Records for the exercise
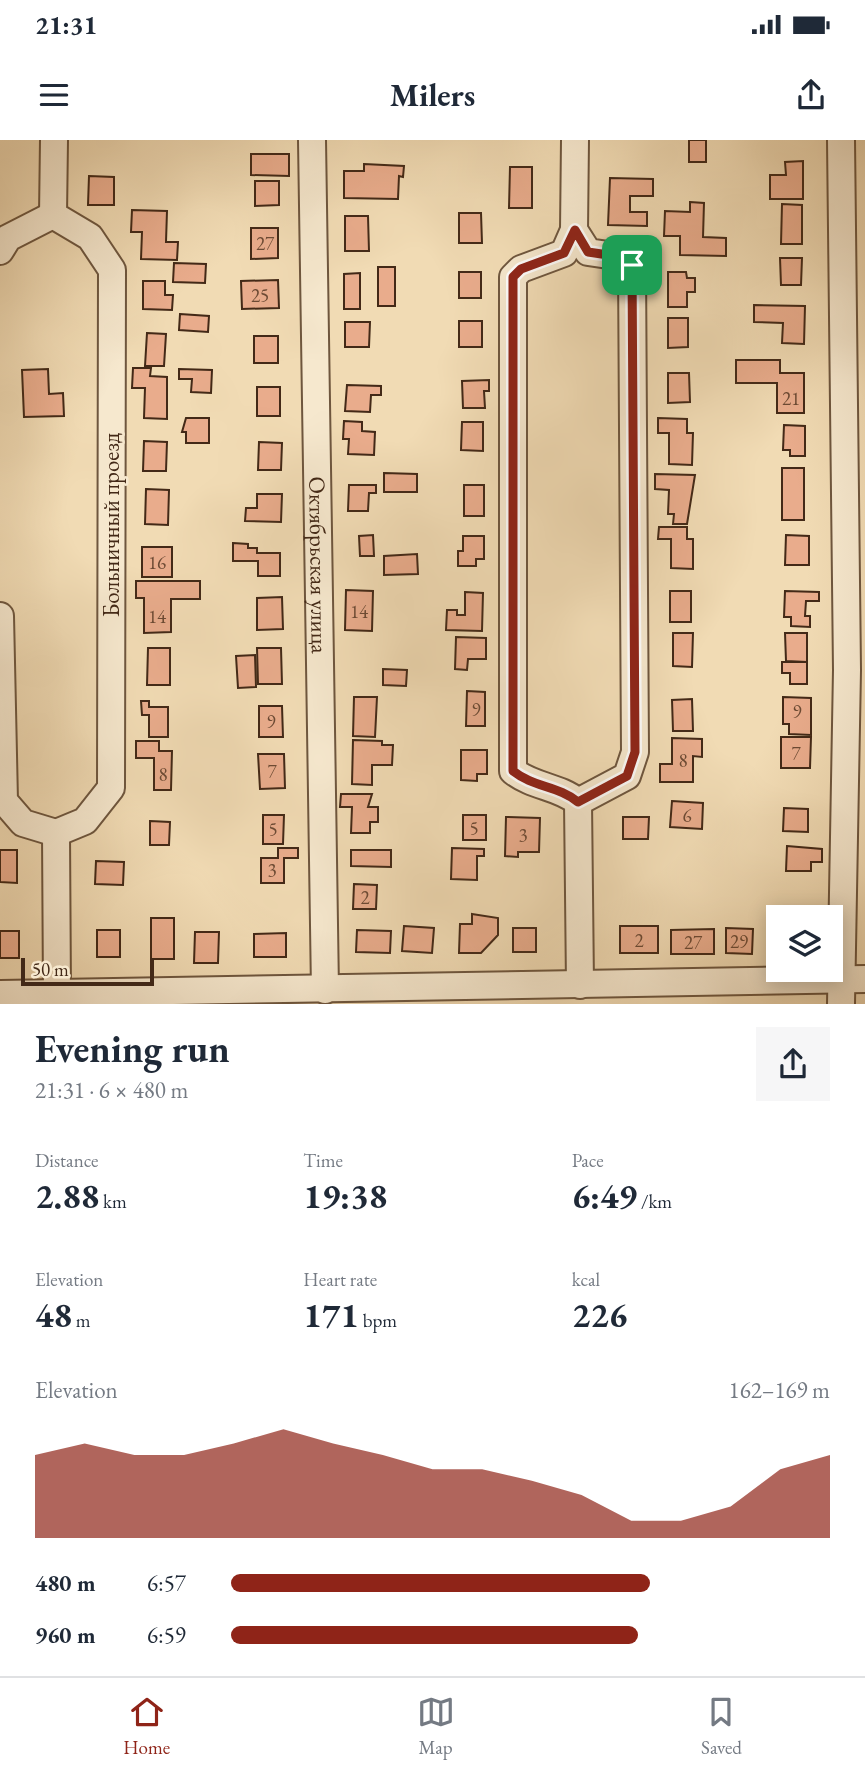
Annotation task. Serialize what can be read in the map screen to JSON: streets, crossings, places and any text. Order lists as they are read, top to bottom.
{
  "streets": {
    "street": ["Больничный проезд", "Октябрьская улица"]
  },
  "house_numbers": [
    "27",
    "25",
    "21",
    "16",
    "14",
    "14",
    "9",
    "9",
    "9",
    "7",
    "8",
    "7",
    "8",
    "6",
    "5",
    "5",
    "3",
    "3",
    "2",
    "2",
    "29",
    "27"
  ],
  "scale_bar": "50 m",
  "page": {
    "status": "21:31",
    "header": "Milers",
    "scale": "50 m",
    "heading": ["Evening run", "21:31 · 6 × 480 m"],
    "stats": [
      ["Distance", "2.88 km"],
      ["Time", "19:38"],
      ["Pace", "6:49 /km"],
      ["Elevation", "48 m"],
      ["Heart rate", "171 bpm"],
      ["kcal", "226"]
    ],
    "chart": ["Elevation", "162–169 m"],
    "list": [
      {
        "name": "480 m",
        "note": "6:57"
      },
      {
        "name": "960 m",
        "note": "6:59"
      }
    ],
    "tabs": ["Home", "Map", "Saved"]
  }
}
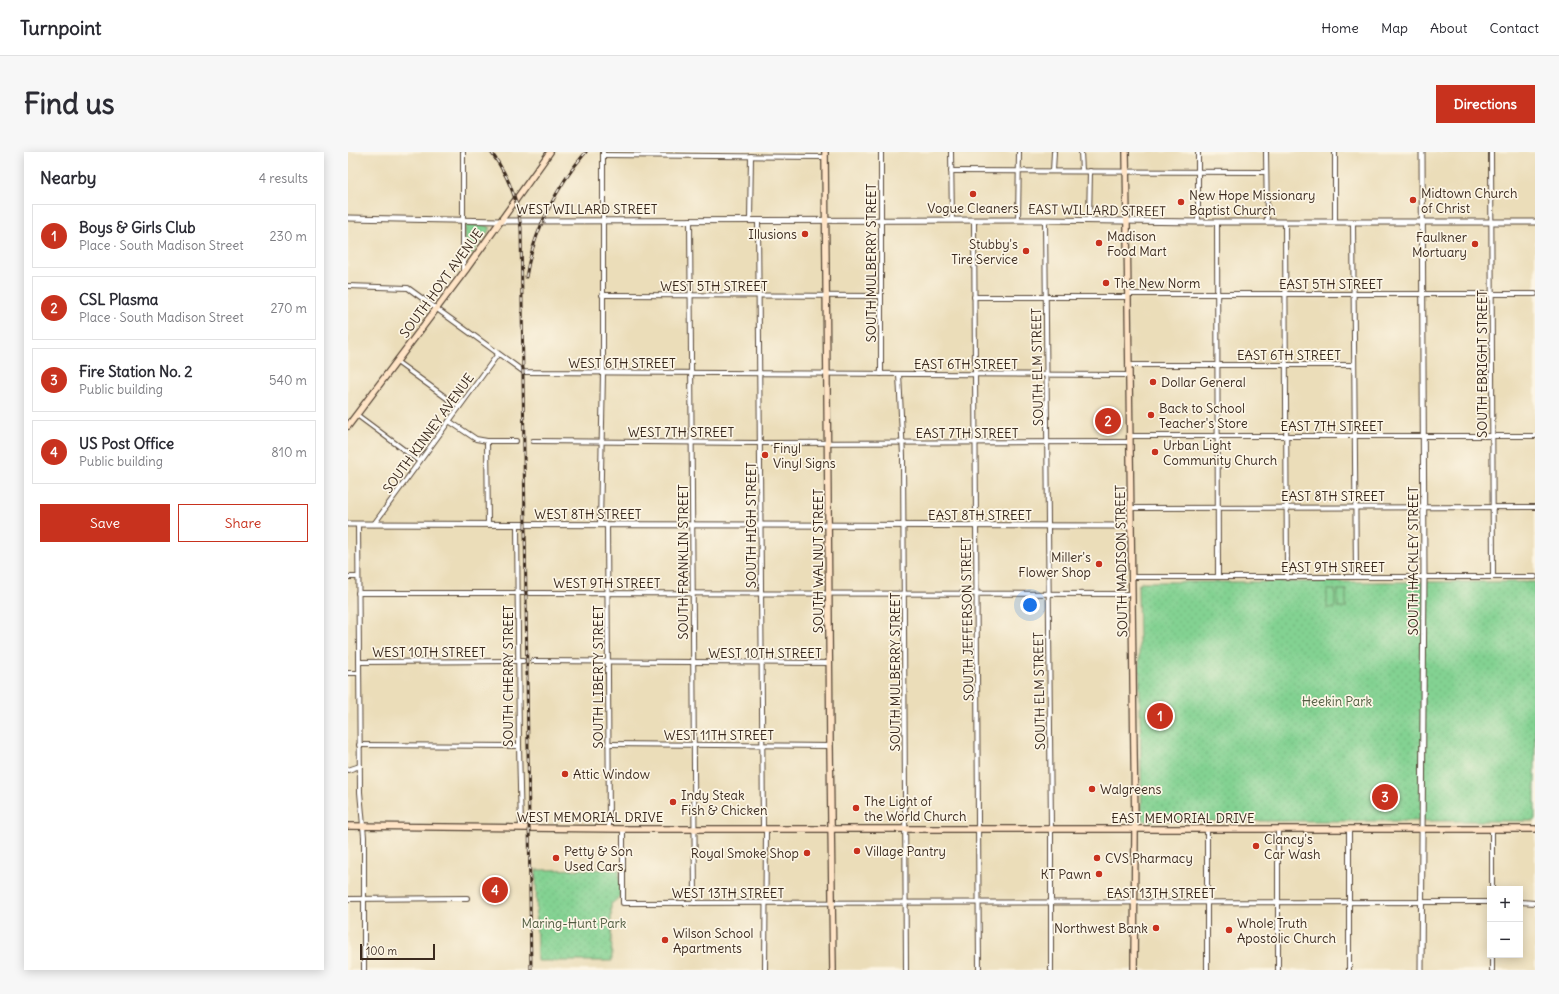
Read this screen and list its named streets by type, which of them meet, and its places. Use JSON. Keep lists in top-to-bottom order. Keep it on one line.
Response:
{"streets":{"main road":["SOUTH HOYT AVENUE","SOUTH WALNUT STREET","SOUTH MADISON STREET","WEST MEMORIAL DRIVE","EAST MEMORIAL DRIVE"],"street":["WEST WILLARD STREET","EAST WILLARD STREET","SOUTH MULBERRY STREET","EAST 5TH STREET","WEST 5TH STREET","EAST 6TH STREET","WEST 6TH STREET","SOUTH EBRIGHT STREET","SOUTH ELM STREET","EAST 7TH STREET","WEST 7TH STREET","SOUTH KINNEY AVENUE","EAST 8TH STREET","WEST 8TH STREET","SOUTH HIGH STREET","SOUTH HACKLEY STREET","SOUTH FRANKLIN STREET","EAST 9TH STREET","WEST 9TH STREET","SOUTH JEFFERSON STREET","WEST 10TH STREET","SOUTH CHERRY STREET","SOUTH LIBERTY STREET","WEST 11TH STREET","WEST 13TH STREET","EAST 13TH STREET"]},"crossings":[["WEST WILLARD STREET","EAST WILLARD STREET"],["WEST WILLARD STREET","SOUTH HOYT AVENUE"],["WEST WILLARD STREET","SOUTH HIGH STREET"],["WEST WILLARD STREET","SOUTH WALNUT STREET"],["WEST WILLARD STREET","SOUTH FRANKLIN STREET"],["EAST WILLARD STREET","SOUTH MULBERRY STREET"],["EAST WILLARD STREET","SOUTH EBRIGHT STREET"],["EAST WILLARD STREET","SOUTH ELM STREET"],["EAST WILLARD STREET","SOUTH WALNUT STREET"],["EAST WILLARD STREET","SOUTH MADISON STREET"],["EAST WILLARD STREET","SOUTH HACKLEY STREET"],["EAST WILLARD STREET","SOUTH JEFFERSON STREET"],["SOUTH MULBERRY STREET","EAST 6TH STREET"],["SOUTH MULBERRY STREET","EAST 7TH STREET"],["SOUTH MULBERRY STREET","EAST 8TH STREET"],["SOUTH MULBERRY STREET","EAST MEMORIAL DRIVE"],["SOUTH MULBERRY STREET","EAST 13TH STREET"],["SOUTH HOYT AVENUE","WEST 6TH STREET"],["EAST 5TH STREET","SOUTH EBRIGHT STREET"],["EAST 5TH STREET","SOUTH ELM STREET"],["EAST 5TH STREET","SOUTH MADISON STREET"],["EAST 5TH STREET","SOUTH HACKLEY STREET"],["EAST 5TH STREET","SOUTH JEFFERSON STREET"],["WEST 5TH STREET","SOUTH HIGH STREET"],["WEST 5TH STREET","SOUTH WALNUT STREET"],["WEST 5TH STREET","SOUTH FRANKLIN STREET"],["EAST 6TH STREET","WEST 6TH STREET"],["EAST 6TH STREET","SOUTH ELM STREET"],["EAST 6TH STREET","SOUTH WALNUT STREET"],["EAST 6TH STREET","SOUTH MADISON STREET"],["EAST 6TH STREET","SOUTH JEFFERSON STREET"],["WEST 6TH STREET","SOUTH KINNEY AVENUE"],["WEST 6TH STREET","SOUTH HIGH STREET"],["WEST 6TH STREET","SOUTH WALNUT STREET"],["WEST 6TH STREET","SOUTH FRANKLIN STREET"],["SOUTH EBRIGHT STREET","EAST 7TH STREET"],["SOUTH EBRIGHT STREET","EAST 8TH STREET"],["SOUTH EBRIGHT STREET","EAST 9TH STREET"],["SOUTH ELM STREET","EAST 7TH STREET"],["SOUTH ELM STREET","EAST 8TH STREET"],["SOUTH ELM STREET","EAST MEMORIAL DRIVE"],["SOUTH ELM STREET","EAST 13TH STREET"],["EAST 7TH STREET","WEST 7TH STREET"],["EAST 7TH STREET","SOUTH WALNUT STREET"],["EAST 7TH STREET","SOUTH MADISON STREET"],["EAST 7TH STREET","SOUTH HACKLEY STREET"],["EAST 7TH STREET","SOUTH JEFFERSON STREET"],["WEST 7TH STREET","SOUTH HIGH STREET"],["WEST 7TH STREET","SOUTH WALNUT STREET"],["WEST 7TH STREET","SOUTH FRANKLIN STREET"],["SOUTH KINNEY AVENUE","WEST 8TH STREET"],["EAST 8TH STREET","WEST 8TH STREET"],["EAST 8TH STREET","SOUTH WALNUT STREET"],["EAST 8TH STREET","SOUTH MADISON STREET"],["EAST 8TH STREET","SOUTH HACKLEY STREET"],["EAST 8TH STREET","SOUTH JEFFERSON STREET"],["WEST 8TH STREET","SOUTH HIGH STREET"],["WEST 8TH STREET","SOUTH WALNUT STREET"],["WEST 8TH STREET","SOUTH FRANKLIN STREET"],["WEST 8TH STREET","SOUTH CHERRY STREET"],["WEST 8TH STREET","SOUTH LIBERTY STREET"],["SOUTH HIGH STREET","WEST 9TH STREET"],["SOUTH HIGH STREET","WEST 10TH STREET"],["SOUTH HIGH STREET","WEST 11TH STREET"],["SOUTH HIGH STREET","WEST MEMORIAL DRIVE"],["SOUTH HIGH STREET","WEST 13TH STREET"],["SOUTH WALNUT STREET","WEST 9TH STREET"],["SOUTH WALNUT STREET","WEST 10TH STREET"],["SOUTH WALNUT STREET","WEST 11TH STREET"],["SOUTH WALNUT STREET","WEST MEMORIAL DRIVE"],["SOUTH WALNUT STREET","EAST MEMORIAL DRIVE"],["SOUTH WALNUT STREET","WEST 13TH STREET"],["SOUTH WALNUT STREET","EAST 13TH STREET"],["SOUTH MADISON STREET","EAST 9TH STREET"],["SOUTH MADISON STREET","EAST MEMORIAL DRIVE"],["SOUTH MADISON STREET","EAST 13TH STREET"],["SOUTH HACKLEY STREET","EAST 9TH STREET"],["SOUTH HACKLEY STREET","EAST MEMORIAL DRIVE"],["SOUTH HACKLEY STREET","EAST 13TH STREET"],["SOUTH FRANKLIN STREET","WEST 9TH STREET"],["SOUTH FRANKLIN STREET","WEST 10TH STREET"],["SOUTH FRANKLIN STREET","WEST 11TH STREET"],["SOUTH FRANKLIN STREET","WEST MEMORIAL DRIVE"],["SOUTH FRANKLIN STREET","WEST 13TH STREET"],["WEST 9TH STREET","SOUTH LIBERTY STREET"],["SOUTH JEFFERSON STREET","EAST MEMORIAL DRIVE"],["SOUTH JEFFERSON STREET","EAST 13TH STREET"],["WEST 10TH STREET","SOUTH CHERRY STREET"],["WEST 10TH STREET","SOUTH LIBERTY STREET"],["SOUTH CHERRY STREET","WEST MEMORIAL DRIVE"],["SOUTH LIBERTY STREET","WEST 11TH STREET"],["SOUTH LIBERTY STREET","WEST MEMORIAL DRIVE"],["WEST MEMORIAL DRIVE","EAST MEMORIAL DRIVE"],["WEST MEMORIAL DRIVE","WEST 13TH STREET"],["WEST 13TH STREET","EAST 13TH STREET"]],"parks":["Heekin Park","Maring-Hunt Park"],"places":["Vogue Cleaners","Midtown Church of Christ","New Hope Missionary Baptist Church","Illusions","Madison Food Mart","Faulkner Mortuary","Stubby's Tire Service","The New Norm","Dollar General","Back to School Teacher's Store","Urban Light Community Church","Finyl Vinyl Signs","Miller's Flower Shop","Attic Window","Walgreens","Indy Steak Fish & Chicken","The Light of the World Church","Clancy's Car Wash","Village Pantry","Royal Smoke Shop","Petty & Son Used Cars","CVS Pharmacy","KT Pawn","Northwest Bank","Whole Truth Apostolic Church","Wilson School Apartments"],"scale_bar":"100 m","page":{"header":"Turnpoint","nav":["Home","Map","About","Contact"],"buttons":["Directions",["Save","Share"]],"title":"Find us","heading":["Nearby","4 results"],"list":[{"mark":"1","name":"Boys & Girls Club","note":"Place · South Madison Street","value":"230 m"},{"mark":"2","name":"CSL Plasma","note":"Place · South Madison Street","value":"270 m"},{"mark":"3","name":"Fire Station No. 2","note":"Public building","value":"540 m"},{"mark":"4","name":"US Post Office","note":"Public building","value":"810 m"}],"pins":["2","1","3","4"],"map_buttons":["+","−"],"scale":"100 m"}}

Exercise aim
Select from the material above each line in which the string "JSON" appears, and list those lines.

Output
Annotation task. Serialize what can be read in the map screen to JSON: streets, crossings, places and any text. Order lists as they are read, top to bottom.
Read this screen and list its named streets by type, which of them meet, and its places. Use JSON. Keep lists in top-to-bottom order. Keep it on one line.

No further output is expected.